Source records:
- - - - -

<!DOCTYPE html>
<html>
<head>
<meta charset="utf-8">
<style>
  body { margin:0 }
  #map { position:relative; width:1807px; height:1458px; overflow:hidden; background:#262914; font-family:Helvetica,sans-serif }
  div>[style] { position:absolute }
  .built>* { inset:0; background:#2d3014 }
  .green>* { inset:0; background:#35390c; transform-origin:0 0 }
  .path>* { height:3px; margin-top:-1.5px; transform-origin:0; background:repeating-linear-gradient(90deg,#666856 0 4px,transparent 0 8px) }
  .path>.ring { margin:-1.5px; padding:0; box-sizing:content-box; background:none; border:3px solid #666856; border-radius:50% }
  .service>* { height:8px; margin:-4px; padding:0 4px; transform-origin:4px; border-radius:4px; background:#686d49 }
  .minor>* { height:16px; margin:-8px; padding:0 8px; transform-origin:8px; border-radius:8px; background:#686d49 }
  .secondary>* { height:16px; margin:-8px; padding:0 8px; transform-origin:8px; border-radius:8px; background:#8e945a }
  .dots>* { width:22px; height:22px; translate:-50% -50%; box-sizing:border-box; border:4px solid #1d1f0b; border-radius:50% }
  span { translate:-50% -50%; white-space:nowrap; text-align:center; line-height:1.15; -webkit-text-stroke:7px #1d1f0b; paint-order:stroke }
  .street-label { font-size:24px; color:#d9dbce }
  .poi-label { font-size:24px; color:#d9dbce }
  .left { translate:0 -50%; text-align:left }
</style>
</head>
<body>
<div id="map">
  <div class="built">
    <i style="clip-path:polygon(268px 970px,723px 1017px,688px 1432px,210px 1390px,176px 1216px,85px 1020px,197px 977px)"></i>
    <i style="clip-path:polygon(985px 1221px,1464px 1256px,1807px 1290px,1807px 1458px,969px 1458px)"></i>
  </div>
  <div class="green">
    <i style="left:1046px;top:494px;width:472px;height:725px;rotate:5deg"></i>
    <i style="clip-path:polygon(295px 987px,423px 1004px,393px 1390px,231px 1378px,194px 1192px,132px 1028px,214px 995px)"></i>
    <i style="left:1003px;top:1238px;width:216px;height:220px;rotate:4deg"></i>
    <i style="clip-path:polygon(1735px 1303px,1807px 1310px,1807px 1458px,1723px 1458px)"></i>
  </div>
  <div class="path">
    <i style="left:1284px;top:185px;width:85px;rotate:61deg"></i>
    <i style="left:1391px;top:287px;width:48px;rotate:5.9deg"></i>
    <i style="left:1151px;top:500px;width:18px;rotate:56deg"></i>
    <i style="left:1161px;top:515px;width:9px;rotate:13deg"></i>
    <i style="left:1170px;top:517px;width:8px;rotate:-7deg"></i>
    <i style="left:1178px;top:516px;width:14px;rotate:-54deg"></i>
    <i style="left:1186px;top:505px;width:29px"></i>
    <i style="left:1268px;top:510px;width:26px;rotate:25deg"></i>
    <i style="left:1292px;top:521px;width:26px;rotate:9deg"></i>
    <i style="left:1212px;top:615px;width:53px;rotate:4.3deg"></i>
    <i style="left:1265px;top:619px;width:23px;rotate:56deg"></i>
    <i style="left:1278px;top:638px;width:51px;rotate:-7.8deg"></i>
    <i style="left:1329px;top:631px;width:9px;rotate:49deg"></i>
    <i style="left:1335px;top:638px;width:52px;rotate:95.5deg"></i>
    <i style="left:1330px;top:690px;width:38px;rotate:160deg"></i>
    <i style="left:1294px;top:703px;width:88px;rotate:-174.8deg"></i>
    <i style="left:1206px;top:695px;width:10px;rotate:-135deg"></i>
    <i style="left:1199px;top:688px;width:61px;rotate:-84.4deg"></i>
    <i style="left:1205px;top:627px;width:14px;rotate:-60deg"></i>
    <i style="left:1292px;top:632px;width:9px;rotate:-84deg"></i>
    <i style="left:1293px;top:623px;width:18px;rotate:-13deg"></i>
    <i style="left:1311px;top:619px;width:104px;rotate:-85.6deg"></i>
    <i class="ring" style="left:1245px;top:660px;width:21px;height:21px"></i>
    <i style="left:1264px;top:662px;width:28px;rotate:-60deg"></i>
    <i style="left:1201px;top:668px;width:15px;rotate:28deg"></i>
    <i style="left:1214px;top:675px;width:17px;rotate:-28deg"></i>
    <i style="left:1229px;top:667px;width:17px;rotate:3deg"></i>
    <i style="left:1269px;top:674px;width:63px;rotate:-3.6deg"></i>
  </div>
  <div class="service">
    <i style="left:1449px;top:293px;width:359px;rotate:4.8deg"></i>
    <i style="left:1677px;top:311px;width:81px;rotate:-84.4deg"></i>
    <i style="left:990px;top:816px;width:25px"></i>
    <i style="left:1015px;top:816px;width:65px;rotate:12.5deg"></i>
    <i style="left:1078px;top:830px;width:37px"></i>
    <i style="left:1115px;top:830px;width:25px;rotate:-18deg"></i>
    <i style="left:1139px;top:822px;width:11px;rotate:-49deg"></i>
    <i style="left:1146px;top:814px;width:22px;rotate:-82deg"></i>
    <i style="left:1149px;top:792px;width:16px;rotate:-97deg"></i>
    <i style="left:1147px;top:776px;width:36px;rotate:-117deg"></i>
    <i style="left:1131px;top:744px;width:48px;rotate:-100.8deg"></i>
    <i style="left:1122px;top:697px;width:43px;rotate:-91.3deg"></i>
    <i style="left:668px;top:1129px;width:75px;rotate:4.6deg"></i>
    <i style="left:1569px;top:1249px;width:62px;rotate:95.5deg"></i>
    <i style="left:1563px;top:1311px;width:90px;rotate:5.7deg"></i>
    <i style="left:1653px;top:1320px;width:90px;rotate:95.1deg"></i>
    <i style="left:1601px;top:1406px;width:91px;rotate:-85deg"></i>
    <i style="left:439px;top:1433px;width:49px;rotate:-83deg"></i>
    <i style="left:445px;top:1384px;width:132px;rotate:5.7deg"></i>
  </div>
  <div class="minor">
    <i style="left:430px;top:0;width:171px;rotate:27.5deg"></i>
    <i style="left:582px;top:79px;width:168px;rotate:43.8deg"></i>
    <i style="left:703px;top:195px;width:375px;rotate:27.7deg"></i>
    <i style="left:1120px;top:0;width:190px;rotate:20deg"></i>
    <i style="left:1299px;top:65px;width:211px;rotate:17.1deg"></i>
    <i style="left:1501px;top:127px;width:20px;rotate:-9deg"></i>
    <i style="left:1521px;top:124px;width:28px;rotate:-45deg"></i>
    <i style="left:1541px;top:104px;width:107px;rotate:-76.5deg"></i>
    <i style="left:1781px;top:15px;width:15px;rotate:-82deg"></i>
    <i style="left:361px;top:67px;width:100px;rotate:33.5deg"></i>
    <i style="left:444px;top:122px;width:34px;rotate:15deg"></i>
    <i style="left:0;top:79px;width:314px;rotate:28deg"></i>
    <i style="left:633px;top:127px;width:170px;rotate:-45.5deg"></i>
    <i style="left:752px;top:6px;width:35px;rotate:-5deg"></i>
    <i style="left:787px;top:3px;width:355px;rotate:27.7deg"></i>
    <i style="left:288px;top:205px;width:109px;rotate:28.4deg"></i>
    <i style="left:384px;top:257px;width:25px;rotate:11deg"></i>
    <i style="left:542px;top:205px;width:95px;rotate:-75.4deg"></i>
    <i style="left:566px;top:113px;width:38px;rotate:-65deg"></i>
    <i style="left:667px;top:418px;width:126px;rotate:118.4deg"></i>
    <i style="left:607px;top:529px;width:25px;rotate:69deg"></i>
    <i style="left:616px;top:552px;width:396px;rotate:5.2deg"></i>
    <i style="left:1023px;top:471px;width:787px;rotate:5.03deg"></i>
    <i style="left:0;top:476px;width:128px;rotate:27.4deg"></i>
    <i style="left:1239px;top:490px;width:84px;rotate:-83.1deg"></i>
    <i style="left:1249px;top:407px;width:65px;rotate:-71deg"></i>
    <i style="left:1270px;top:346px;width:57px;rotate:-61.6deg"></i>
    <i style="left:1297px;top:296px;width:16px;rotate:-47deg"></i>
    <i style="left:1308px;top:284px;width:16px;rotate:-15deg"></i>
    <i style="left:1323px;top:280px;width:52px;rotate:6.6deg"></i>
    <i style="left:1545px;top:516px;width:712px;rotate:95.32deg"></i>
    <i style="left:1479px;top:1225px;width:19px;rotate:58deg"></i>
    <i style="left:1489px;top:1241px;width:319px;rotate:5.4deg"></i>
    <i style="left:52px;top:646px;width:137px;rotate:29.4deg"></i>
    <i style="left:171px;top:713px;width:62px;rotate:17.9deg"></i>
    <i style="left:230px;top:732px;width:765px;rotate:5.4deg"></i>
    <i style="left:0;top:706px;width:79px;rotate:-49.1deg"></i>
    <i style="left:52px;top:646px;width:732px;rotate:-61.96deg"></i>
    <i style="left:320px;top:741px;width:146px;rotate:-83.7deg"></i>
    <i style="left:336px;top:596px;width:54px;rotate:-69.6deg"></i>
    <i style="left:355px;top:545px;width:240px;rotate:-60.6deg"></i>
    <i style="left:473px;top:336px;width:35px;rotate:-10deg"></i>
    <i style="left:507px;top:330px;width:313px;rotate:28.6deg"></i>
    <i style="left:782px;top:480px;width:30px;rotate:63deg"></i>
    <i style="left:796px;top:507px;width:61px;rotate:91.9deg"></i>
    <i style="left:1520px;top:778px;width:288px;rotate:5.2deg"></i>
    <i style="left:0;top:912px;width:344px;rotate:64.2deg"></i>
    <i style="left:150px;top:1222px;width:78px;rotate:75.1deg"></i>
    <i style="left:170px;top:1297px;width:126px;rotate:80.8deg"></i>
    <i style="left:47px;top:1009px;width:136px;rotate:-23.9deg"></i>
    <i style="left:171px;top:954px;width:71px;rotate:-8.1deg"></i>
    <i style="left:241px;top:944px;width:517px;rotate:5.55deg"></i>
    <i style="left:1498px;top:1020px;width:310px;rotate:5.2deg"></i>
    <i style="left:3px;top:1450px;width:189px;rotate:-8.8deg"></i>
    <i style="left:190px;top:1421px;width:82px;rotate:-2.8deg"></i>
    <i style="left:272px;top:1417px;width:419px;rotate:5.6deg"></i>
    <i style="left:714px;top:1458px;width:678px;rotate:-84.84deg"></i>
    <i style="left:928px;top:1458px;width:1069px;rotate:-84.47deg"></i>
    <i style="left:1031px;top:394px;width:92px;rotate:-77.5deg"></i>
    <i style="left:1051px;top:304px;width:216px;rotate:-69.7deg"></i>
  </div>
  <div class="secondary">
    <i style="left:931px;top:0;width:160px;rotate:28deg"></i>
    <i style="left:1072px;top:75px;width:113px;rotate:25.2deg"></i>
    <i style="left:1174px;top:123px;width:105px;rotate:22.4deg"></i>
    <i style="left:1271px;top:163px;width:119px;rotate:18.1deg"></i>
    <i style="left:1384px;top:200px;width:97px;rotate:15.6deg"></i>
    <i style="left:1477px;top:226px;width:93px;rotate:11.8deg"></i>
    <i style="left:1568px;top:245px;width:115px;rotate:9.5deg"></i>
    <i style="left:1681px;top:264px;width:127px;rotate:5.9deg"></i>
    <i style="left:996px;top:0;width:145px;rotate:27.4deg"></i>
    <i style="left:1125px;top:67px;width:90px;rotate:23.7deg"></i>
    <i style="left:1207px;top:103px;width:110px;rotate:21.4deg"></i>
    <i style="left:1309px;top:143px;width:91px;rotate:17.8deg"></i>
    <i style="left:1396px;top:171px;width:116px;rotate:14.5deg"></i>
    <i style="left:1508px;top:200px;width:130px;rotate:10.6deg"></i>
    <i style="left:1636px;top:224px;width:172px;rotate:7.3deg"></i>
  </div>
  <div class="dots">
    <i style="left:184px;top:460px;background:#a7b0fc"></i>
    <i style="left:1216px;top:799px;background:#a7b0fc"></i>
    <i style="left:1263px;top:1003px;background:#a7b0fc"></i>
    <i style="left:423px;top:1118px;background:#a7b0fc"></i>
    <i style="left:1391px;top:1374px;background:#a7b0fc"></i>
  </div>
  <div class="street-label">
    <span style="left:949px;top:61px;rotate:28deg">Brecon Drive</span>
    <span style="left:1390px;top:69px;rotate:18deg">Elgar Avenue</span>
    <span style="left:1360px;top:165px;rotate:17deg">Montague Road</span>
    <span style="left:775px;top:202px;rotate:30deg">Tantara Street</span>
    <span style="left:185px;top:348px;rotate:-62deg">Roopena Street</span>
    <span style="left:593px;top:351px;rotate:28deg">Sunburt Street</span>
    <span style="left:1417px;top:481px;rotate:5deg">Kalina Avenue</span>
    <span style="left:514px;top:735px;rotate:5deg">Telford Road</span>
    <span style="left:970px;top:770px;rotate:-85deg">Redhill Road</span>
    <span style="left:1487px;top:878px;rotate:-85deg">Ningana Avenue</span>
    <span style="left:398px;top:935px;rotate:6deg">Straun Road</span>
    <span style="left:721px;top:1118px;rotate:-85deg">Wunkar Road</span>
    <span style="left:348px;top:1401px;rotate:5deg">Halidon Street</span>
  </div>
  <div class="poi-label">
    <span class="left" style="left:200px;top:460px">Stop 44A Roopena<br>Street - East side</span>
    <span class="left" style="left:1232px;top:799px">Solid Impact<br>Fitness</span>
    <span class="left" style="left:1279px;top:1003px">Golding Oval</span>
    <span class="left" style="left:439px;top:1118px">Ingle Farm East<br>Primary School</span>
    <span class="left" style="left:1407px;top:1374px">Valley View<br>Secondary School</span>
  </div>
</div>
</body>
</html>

- - - - -

■ **Work order**: Look through the entries above and work out how many lines contain the string "green". Give that number alone.

■ **Response area**: 2